Activity: Wherever a picture appears, skip it and retype the rest of the data exactly.

Stored data:
========

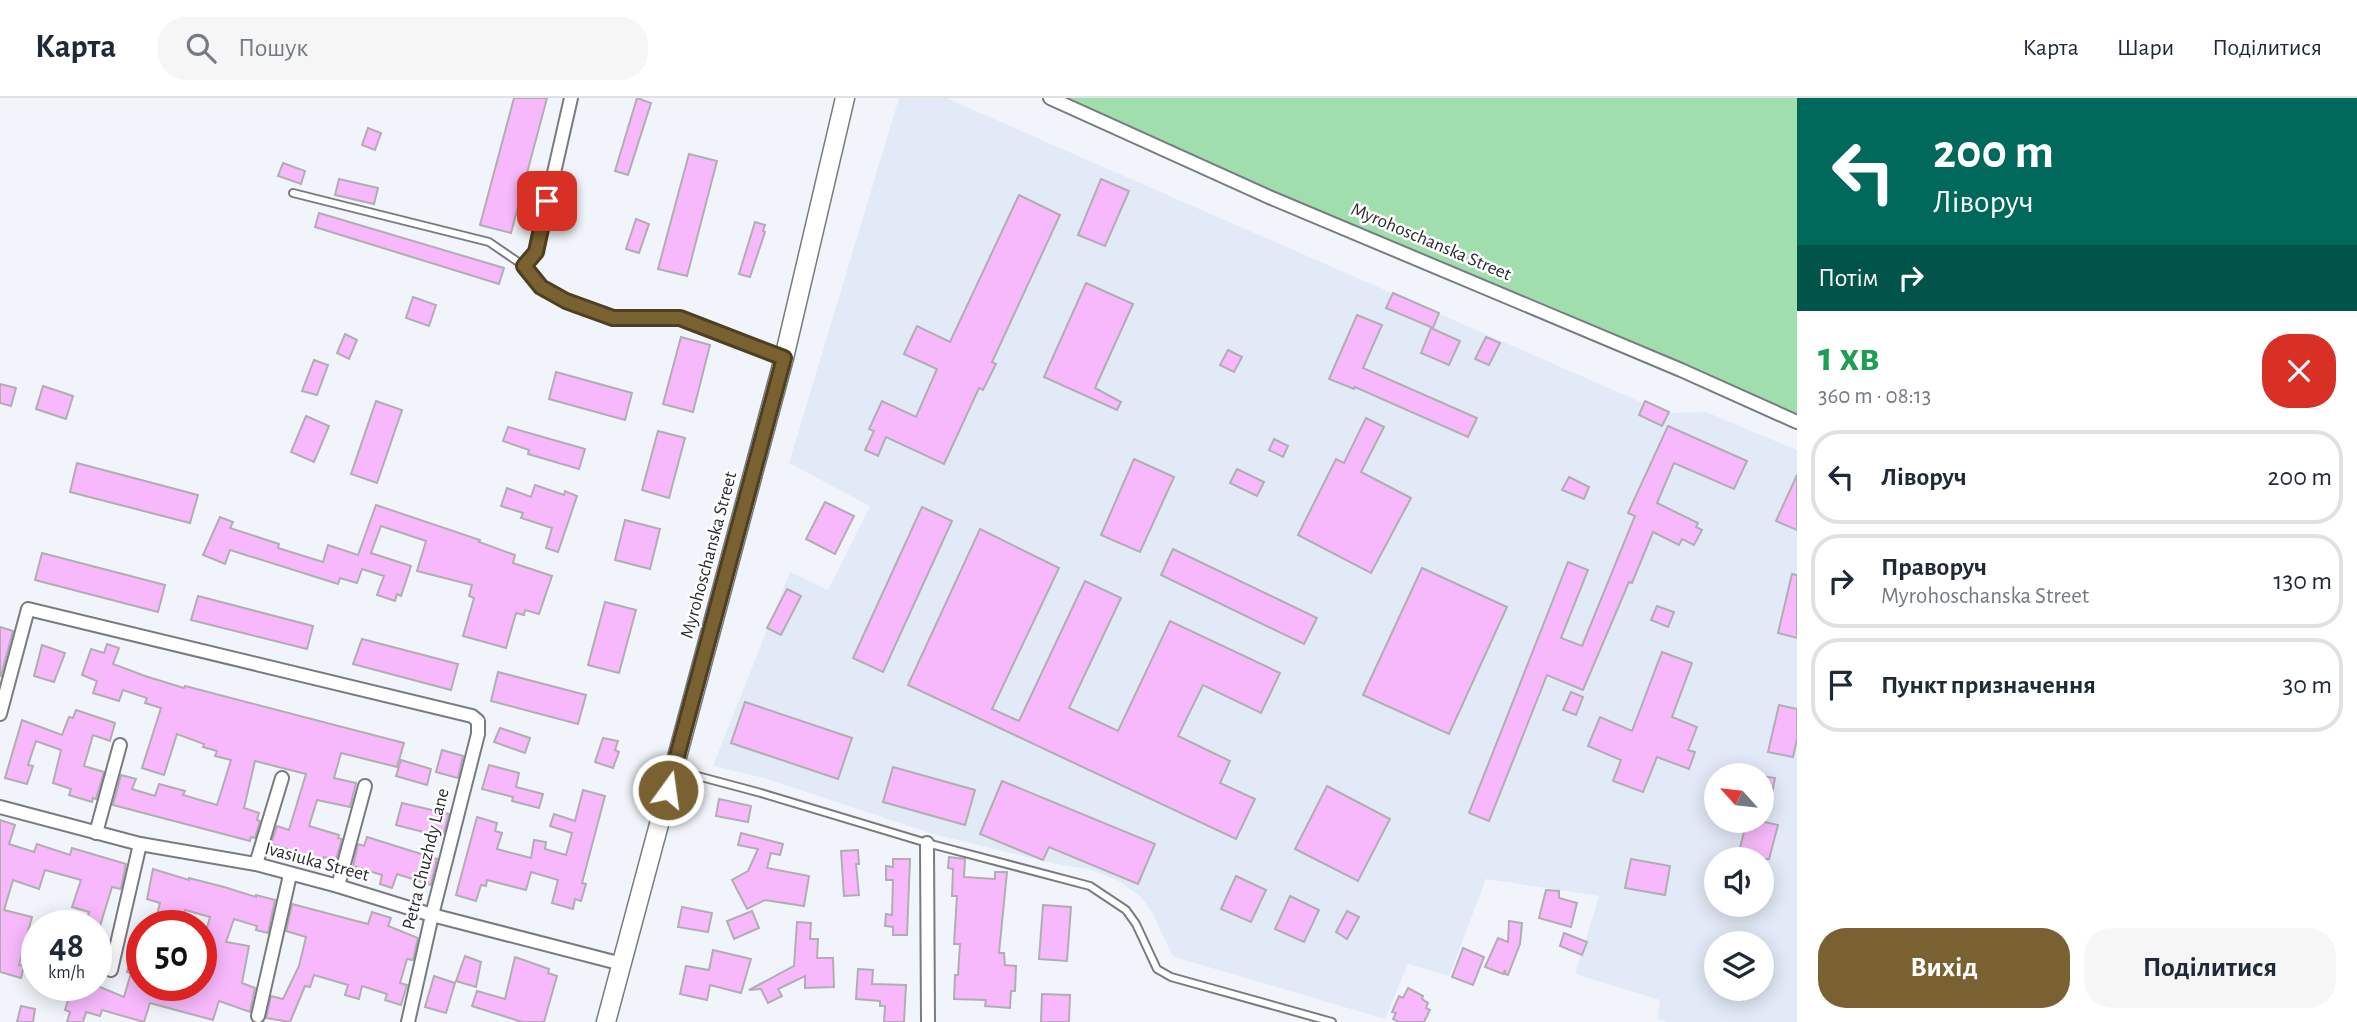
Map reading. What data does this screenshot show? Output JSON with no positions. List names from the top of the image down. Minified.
{"streets":{"main road":["Myrohoschanska Street"],"street":["Petra Chuzhdy Lane","Ivasiuka Street"]},"crossings":[["Myrohoschanska Street","Ivasiuka Street"],["Petra Chuzhdy Lane","Ivasiuka Street"]],"north":"top left","page":{"header":"Карта","search":"Пошук","nav":["Карта","Шари","Поділитися"],"turn":["200 m","Ліворуч"],"then":"Потім","heading":["1 хв","360 m · 08:13"],"list":[{"name":"Ліворуч","value":"200 m"},{"name":"Праворуч","note":"Myrohoschanska Street","value":"130 m"},{"name":"Пункт призначення","value":"30 m"}],"speed":"48 km/h","limit":"50","buttons":["Вихід","Поділитися"]}}
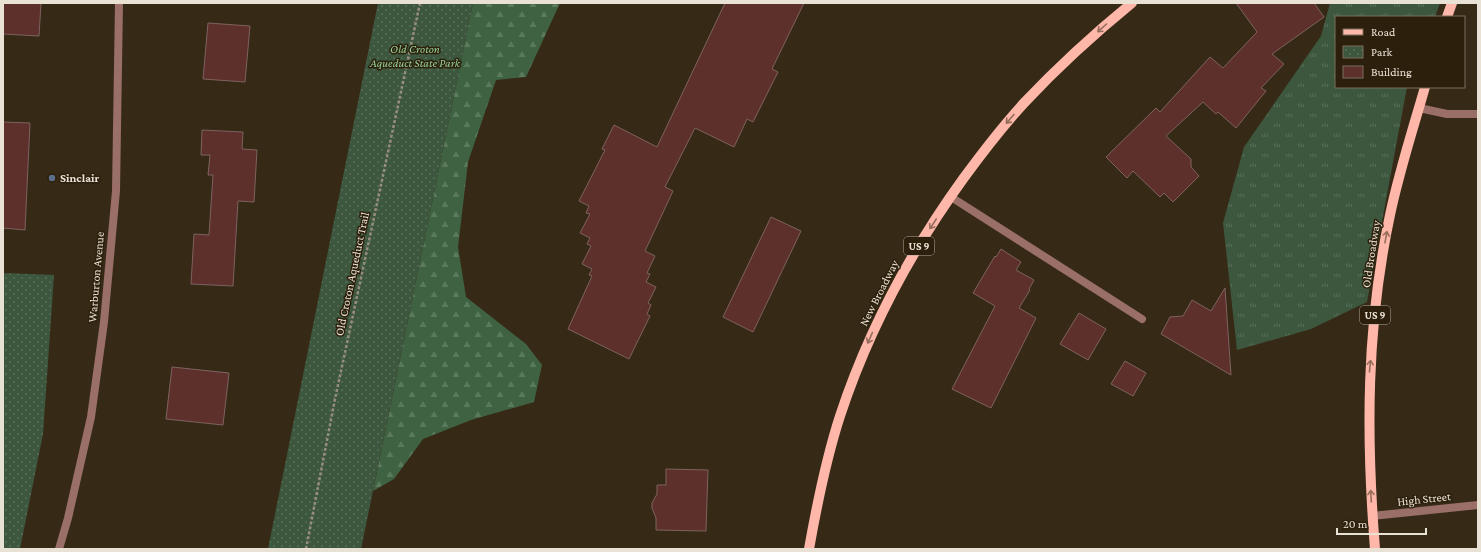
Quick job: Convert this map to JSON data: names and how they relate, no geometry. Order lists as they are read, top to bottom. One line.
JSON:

========

Finished exercise:
Map reading. What data does this screenshot show? Output JSON with no positions. List names from the top of the image down. Minified.
{"streets":{"main road":["Myrohoschanska Street"],"street":["Petra Chuzhdy Lane","Ivasiuka Street"]},"crossings":[["Myrohoschanska Street","Ivasiuka Street"],["Petra Chuzhdy Lane","Ivasiuka Street"]],"north":"top left","page":{"header":"Карта","search":"Пошук","nav":["Карта","Шари","Поділитися"],"turn":["200 m","Ліворуч"],"then":"Потім","heading":["1 хв","360 m · 08:13"],"list":[{"name":"Ліворуч","value":"200 m"},{"name":"Праворуч","note":"Myrohoschanska Street","value":"130 m"},{"name":"Пункт призначення","value":"30 m"}],"speed":"48 km/h","limit":"50","buttons":["Вихід","Поділитися"]}}
Quick job: Convert this map to JSON data: names and how they relate, no geometry. Order lists as they are read, top to bottom. One line.
JSON:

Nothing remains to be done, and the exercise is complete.